*** RECORD EXCERPTS ***

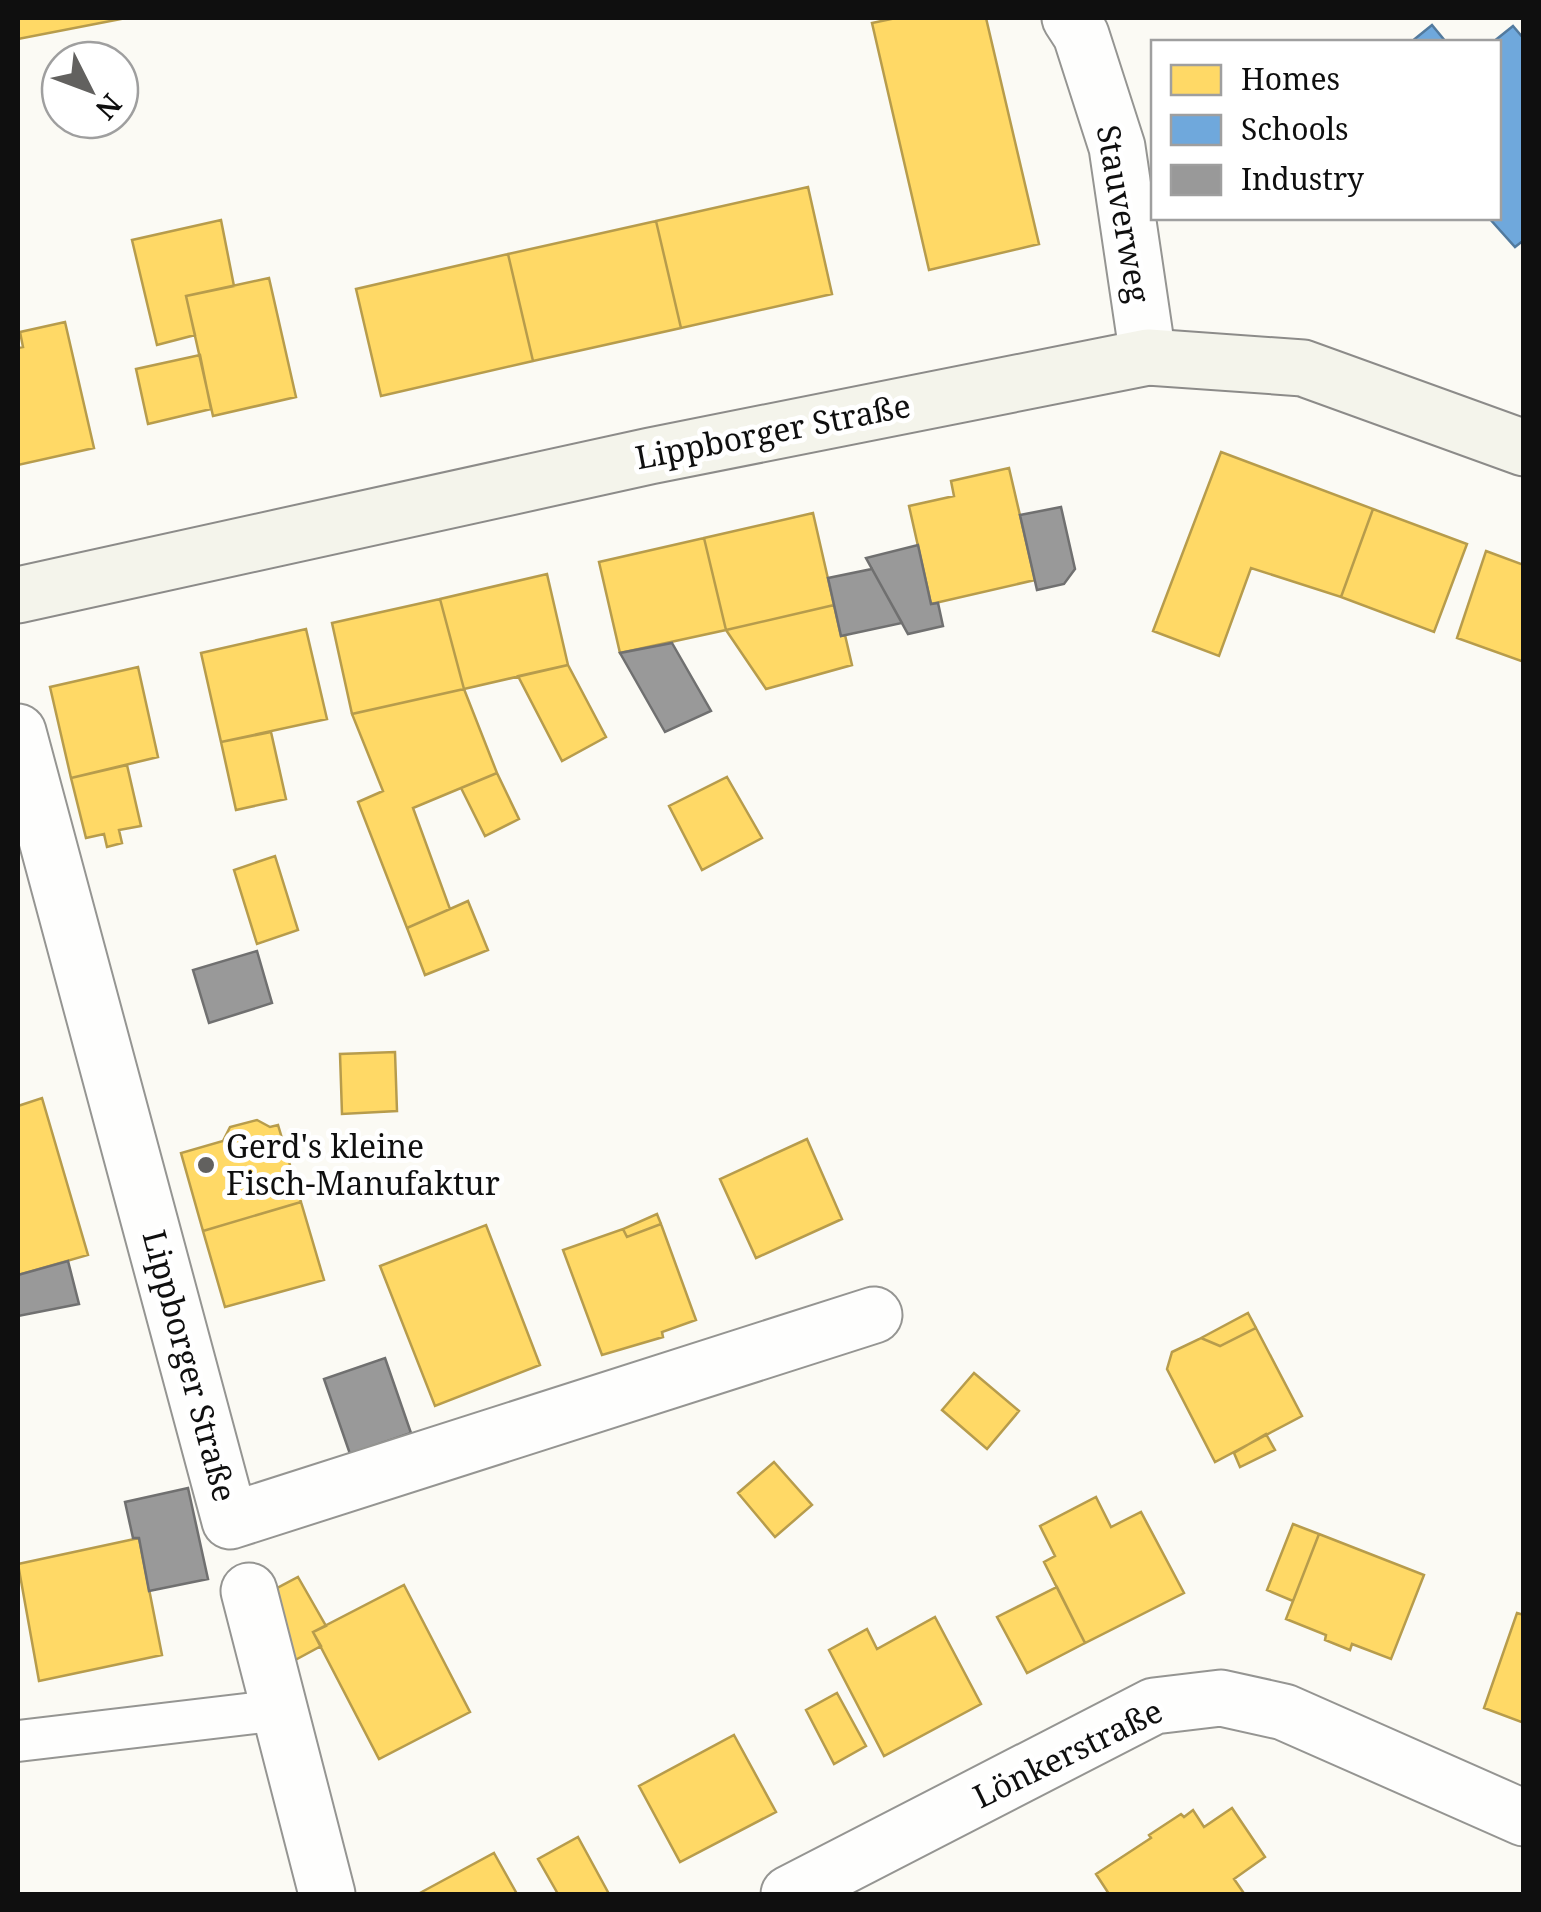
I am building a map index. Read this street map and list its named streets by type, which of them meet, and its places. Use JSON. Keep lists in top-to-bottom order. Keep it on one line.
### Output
{"streets":{"main road":["Lippborger Straße"],"street":["Stauverweg","Lönkerstraße"]},"crossings":[["Stauverweg","Lippborger Straße"]],"places":["Gerd's kleine Fisch-Manufaktur"],"legend":["Homes","Schools","Industry"],"north":"bottom right"}
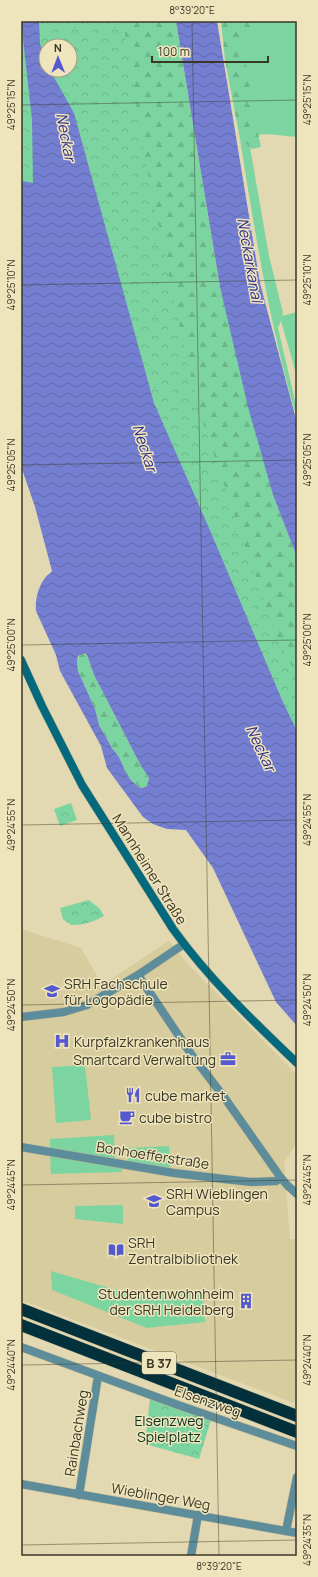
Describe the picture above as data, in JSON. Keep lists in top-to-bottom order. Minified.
{"streets":{"highway":["B 37"],"street":["Mannheimer Straße","Bonhoefferstraße","Elsenzweg","Rainbachweg","Wieblinger Weg"]},"crossings":[["Elsenzweg","Rainbachweg"],["Rainbachweg","Wieblinger Weg"]],"water":["Neckar","Neckarkanal"],"parks":["Elsenzweg Spielplatz"],"places":{"school or university":["SRH Fachschule für Logopädie","SRH Wieblingen Campus"],"hospital":["Kurpfalzkrankenhaus"],"office":["Smartcard Verwaltung"],"restaurant":["cube market"],"cafe":["cube bistro"],"library":["SRH Zentralbibliothek"],"building":["Studentenwohnheim der SRH Heidelberg"]},"scale_bar":"100 m","north":"top","coordinates":["8°39'20\"E","49°25'15\"N","49°25'10\"N","49°25'05\"N","49°25'00\"N","49°24'55\"N","49°24'50\"N","49°24'45\"N","49°24'40\"N","49°24'35\"N"]}
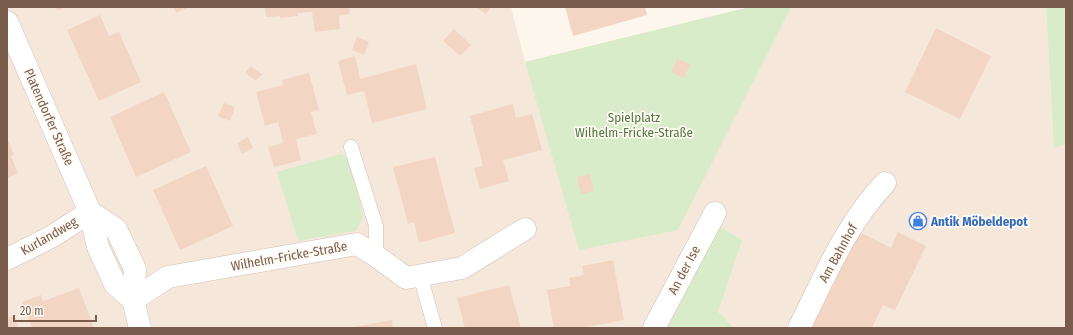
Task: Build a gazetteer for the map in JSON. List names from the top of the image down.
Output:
{
  "streets": {
    "street": [
      "Platendorfer Straße",
      "Kurlandweg",
      "Am Bahnhof",
      "Wilhelm-Fricke-Straße",
      "An der Ise"
    ]
  },
  "crossings": [
    ["Platendorfer Straße", "Kurlandweg"]
  ],
  "parks": ["Spielplatz Wilhelm-Fricke-Straße"],
  "places": {
    "shop": ["Antik Möbeldepot"]
  },
  "scale_bar": "20 m"
}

*** End of RECORD EXCERPTS ***

WHAT IS NEEDED: The entries are to be restated word for word, and no picture should appear in the copy.

YOUR RESPONSE:
I am building a map index. Read this street map and list its named streets by type, which of them meet, and its places. Use JSON. Keep lists in top-to-bottom order. Keep it on one line.
### Output
{"streets":{"main road":["Lippborger Straße"],"street":["Stauverweg","Lönkerstraße"]},"crossings":[["Stauverweg","Lippborger Straße"]],"places":["Gerd's kleine Fisch-Manufaktur"],"legend":["Homes","Schools","Industry"],"north":"bottom right"}
Describe the picture above as data, in JSON. Keep lists in top-to-bottom order. Minified.
{"streets":{"highway":["B 37"],"street":["Mannheimer Straße","Bonhoefferstraße","Elsenzweg","Rainbachweg","Wieblinger Weg"]},"crossings":[["Elsenzweg","Rainbachweg"],["Rainbachweg","Wieblinger Weg"]],"water":["Neckar","Neckarkanal"],"parks":["Elsenzweg Spielplatz"],"places":{"school or university":["SRH Fachschule für Logopädie","SRH Wieblingen Campus"],"hospital":["Kurpfalzkrankenhaus"],"office":["Smartcard Verwaltung"],"restaurant":["cube market"],"cafe":["cube bistro"],"library":["SRH Zentralbibliothek"],"building":["Studentenwohnheim der SRH Heidelberg"]},"scale_bar":"100 m","north":"top","coordinates":["8°39'20\"E","49°25'15\"N","49°25'10\"N","49°25'05\"N","49°25'00\"N","49°24'55\"N","49°24'50\"N","49°24'45\"N","49°24'40\"N","49°24'35\"N"]}
Task: Build a gazetteer for the map in JSON. List names from the top of the image down.
Output:
{
  "streets": {
    "street": [
      "Platendorfer Straße",
      "Kurlandweg",
      "Am Bahnhof",
      "Wilhelm-Fricke-Straße",
      "An der Ise"
    ]
  },
  "crossings": [
    ["Platendorfer Straße", "Kurlandweg"]
  ],
  "parks": ["Spielplatz Wilhelm-Fricke-Straße"],
  "places": {
    "shop": ["Antik Möbeldepot"]
  },
  "scale_bar": "20 m"
}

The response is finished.